2013 MacBook Air rumored to sport Retina Display
February 19, 2013
Apple’s entire product line will eventually switch to Retina Displays. Until then, we’ll see a gradual shift as the company balances pricing, size, weight, and battery life concerns. Which Apple product will be next in line for Retina? According to a new report, the MacBook Air’s display may get a high-res update later this year.
Macotakara points to a report from Economic Times that says that new MacBook Airs will arrive in Q3. It states that new 11 and 13-inch models will tote Intel’s upcoming Haswell processors, and that they may also have Retina screens.
The details about timing and processors are far from surprising. Intel’s low-powered Haswell chips are rumored to launch around June – right on time for Apple’s typical Mac refresh cycle.
Retina in 2013?
The bit about the Retina Display is more surprising, considering the obstacles Apple’s engineers will face. The Retina iPad, for example, added a second LED light bar and a larger battery. This led to the 3rd and 4th-generation iPads being thicker and heavier than the iPad 2.

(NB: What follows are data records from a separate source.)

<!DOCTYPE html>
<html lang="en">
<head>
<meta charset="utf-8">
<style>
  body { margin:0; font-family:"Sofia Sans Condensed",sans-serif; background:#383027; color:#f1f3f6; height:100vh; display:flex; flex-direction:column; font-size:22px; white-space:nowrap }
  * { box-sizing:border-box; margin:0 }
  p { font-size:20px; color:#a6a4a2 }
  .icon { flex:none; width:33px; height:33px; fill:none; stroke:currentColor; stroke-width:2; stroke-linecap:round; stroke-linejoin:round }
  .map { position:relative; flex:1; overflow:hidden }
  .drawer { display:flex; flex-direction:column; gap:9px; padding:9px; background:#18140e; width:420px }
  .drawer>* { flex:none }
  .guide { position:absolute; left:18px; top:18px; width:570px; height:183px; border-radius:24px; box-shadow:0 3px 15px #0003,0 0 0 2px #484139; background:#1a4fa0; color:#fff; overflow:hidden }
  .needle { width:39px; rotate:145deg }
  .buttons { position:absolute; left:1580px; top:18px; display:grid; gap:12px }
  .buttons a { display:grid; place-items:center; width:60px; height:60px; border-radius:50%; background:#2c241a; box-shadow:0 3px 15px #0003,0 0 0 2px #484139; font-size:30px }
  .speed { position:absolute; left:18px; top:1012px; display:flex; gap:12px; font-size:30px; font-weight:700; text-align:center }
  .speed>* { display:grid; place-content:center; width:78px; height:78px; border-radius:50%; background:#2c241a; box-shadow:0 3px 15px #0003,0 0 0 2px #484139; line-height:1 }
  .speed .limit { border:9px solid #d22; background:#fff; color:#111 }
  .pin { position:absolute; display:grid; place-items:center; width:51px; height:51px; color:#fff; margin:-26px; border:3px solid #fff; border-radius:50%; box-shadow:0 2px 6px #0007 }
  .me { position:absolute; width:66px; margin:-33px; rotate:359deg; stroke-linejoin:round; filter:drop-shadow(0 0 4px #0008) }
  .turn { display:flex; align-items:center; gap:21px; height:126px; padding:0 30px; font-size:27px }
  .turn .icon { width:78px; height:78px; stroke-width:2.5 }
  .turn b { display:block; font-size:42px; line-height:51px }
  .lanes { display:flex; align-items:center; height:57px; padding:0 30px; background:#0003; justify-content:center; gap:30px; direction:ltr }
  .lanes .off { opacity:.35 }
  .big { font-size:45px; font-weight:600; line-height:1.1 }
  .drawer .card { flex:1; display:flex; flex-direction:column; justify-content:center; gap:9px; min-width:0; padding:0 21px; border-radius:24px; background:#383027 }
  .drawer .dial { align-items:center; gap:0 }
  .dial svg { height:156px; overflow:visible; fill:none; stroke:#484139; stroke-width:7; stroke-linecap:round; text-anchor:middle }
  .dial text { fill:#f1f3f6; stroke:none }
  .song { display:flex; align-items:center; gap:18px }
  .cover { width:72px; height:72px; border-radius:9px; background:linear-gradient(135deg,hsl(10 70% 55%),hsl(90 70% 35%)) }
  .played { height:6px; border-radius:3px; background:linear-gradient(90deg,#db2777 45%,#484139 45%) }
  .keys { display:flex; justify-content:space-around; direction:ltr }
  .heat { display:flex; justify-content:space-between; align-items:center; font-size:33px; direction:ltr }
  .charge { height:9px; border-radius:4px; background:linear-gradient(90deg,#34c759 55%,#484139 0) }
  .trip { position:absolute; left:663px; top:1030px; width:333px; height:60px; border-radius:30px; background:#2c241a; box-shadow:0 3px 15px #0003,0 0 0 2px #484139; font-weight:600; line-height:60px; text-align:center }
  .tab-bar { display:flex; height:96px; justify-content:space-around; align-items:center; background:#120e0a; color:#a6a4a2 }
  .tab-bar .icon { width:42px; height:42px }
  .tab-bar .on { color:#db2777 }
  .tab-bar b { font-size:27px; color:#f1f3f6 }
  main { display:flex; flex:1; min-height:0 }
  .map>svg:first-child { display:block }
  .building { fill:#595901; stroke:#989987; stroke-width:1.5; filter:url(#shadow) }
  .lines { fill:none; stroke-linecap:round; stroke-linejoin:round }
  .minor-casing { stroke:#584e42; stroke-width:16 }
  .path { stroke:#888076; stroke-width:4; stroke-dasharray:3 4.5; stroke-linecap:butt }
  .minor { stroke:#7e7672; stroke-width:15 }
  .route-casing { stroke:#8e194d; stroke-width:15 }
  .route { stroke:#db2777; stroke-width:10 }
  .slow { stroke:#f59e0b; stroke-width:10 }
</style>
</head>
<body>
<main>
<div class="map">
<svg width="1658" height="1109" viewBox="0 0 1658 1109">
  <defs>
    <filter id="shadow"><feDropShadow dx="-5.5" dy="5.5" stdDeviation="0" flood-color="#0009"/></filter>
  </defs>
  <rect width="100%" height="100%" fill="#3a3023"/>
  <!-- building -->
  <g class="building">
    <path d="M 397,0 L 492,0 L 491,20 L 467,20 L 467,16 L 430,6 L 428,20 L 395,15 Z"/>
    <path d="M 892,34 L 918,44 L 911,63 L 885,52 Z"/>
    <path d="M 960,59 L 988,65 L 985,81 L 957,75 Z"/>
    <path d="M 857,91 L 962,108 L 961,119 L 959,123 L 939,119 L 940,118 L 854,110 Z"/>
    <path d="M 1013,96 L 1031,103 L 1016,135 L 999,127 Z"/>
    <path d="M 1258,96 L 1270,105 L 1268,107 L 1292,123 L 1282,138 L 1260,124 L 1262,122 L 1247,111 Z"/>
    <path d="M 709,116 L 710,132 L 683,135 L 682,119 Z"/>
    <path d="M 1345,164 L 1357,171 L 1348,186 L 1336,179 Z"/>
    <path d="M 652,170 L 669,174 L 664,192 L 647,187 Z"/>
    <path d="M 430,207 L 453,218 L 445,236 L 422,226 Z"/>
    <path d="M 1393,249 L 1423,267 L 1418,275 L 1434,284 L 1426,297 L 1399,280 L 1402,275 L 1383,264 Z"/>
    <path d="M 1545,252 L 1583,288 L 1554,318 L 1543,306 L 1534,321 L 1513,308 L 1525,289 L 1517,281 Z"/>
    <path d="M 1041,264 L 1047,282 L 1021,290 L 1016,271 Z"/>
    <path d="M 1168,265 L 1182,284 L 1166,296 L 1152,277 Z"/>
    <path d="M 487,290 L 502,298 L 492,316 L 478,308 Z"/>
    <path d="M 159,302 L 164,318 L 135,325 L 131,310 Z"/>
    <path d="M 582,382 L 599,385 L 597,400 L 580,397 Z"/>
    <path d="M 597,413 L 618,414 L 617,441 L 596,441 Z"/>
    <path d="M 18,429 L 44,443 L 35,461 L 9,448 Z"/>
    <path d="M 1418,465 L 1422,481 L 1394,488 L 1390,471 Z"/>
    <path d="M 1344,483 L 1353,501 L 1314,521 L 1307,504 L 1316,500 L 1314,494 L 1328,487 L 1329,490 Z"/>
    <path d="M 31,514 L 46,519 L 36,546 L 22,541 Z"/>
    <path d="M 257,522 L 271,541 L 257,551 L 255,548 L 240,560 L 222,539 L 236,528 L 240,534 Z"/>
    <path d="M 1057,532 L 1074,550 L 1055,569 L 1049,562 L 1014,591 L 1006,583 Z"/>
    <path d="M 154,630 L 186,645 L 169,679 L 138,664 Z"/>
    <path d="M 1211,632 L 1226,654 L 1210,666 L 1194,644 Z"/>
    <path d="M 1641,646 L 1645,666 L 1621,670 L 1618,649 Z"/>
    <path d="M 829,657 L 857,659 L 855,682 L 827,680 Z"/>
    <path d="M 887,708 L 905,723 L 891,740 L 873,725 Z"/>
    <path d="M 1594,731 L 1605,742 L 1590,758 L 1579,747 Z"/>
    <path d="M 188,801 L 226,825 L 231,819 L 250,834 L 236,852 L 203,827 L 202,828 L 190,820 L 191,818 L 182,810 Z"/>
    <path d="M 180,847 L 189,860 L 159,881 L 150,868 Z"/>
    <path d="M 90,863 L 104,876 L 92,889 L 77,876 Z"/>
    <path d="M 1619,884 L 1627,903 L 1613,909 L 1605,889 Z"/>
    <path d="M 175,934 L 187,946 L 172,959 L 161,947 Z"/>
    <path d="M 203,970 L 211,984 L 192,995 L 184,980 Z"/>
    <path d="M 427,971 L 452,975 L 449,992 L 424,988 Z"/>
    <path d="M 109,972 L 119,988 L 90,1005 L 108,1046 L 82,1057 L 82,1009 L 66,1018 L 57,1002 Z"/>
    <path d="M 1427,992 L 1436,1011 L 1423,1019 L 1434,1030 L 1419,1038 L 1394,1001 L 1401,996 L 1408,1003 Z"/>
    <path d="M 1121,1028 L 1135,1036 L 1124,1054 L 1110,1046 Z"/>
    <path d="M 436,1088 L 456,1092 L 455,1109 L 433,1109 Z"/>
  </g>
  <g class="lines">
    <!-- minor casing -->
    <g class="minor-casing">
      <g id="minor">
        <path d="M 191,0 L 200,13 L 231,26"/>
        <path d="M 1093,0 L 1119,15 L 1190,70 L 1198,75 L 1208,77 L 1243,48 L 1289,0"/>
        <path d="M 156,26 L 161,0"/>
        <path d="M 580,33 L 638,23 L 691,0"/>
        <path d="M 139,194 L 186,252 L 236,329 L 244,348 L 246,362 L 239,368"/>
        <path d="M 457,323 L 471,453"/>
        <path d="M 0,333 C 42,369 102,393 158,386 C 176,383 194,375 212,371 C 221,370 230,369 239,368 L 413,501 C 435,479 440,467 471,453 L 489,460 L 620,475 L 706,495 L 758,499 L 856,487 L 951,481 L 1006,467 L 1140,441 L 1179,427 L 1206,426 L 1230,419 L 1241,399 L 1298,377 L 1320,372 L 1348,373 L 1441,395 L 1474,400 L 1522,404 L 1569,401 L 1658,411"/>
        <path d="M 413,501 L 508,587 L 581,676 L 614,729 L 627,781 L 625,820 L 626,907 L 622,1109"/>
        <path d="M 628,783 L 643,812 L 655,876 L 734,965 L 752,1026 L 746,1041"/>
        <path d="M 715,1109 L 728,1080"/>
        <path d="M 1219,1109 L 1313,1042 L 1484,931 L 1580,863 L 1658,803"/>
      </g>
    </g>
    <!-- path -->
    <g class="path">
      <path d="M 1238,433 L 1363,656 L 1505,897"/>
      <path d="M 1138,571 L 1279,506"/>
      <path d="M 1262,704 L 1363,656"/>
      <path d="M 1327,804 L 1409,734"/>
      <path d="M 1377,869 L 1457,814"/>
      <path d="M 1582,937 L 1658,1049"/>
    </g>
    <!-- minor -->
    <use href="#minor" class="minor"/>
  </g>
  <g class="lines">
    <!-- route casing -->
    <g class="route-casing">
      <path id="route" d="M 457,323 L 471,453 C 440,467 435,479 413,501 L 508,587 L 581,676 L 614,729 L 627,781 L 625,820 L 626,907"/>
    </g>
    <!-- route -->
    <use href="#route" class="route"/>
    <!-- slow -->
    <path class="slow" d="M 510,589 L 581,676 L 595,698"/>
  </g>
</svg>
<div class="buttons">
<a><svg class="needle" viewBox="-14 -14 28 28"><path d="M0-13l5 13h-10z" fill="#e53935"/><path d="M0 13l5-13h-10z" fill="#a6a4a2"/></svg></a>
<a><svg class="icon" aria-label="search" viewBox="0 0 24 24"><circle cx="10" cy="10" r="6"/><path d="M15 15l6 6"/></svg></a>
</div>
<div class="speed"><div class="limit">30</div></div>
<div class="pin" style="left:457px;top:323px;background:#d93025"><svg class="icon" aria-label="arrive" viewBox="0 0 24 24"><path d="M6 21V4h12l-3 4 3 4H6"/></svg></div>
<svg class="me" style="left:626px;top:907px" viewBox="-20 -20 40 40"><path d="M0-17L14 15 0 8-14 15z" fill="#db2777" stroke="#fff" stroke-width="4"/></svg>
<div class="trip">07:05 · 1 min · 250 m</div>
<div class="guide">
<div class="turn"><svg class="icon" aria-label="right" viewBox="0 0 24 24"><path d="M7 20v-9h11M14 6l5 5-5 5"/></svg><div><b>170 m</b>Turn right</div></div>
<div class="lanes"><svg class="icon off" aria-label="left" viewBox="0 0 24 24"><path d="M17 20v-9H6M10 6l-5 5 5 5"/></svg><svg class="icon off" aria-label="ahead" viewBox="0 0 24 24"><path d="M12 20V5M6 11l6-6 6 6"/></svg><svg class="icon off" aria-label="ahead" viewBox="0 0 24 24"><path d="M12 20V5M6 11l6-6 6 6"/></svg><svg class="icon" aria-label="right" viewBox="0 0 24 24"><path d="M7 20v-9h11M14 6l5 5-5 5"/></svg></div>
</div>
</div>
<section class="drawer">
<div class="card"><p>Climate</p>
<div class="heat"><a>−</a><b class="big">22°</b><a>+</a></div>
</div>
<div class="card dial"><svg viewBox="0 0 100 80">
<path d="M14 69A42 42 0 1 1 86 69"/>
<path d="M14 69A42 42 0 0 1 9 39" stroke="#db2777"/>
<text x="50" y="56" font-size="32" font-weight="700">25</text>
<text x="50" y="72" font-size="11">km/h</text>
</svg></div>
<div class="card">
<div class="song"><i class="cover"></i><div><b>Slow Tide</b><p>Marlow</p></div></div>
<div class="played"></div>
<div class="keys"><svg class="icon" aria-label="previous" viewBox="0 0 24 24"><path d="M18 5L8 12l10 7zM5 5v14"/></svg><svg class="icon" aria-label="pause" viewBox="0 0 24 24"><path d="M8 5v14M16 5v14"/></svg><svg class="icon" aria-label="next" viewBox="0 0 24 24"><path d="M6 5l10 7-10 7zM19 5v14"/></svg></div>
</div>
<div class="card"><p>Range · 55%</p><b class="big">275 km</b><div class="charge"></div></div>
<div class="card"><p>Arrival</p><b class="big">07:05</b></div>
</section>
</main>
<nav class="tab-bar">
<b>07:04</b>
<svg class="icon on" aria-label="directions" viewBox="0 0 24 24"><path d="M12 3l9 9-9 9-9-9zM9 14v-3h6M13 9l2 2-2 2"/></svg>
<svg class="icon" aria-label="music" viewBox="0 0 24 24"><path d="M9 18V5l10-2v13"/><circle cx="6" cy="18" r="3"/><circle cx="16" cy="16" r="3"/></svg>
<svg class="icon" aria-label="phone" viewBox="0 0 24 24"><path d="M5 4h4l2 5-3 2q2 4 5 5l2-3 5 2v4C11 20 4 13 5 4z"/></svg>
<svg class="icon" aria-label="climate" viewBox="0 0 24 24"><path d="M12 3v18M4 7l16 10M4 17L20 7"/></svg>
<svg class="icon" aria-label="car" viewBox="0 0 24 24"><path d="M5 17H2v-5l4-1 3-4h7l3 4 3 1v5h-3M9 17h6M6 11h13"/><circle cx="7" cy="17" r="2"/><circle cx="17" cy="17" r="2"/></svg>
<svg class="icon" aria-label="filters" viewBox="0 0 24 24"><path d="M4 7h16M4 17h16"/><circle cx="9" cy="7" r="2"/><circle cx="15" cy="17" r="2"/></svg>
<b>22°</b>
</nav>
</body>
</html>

The MacBook Pro with Retina Display is thinner than the standard MBPs primarily because it drops the optical drive and adds a solid-state drive (SSD). The Air is already a member of that club, so it may be tricky for Apple to add Retina without adding heft.
“Thicker” and “heavier” would be tough pills for MacBook Air owners to swallow – no matter how marvelous the display.
Pricing could also be an issue. The 13-inch Retina MacBook Pro carries a US$300 premium over its non-Retina, optical drive-equipped counterpart. The 15-inch Retina MBPs start at $400 more than their lower-resolution brethren.
Apple can get away with this because the MacBook Pro is marketed towards professionals. The MacBook Air, though, is a consumer-level laptop, and a Retina model would probably need to stay in the same price range.
This is all assuming today’s information is legit. Asian supply chain leaks are often hit-and-miss, so we’d file this under “interesting, but unconfirmed.”